Available data —
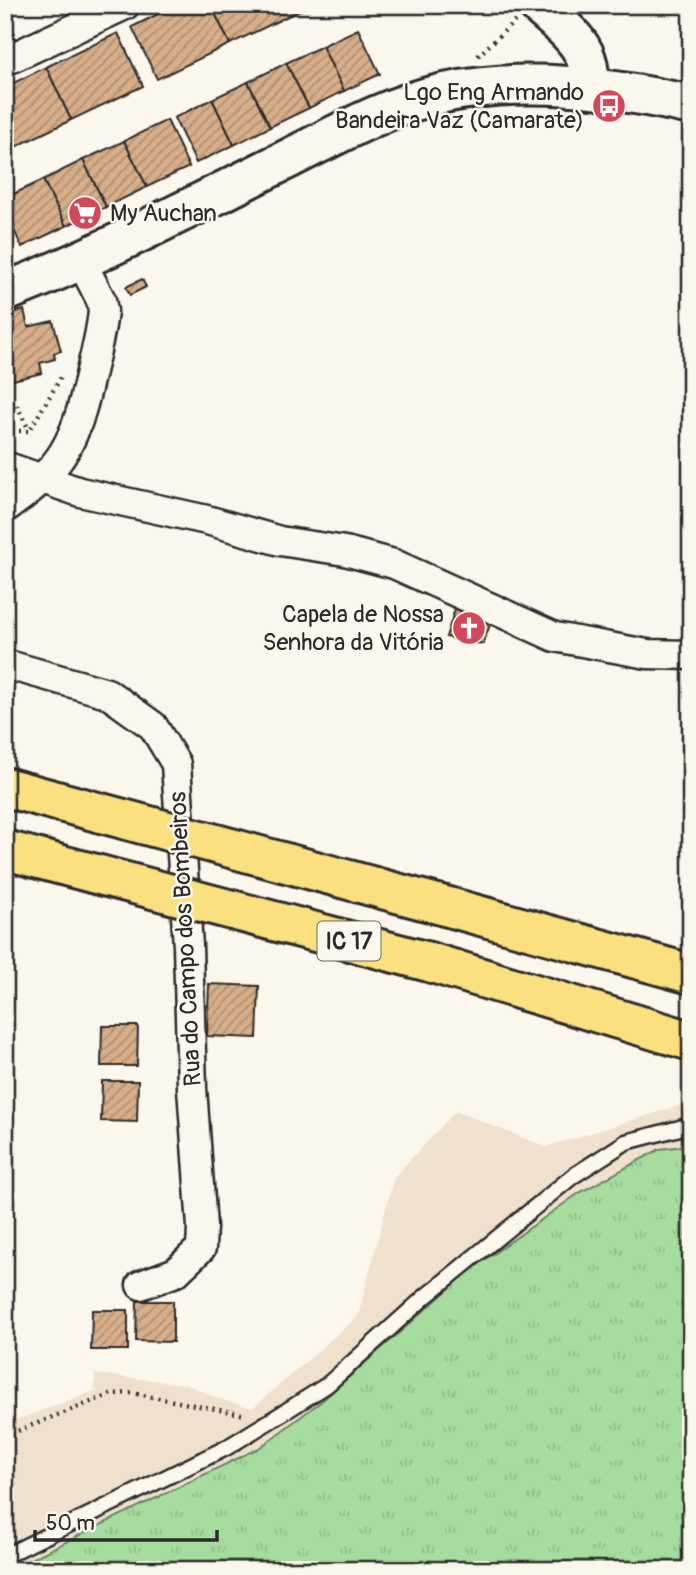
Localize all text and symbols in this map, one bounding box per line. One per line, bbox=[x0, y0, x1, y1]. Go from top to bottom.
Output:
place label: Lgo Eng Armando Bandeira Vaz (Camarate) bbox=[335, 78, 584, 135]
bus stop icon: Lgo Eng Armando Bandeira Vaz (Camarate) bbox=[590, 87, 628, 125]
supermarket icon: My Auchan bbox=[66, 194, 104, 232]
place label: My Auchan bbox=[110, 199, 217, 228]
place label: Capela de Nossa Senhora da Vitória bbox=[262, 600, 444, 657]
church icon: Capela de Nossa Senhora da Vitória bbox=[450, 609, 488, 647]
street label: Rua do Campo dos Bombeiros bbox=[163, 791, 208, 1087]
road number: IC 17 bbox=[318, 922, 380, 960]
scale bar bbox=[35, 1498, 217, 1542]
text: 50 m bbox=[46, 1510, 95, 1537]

What to work on — What's needed is an exact retyping of the records, pictures excluded.

Response area —
Localize all text and symbols in this map, one bounding box per line. One per line, bbox=[x0, y0, x1, y1]. Go from top to bottom.
Output:
place label: Lgo Eng Armando Bandeira Vaz (Camarate) bbox=[335, 78, 584, 135]
bus stop icon: Lgo Eng Armando Bandeira Vaz (Camarate) bbox=[590, 87, 628, 125]
supermarket icon: My Auchan bbox=[66, 194, 104, 232]
place label: My Auchan bbox=[110, 199, 217, 228]
place label: Capela de Nossa Senhora da Vitória bbox=[262, 600, 444, 657]
church icon: Capela de Nossa Senhora da Vitória bbox=[450, 609, 488, 647]
street label: Rua do Campo dos Bombeiros bbox=[163, 791, 208, 1087]
road number: IC 17 bbox=[318, 922, 380, 960]
scale bar bbox=[35, 1498, 217, 1542]
text: 50 m bbox=[46, 1510, 95, 1537]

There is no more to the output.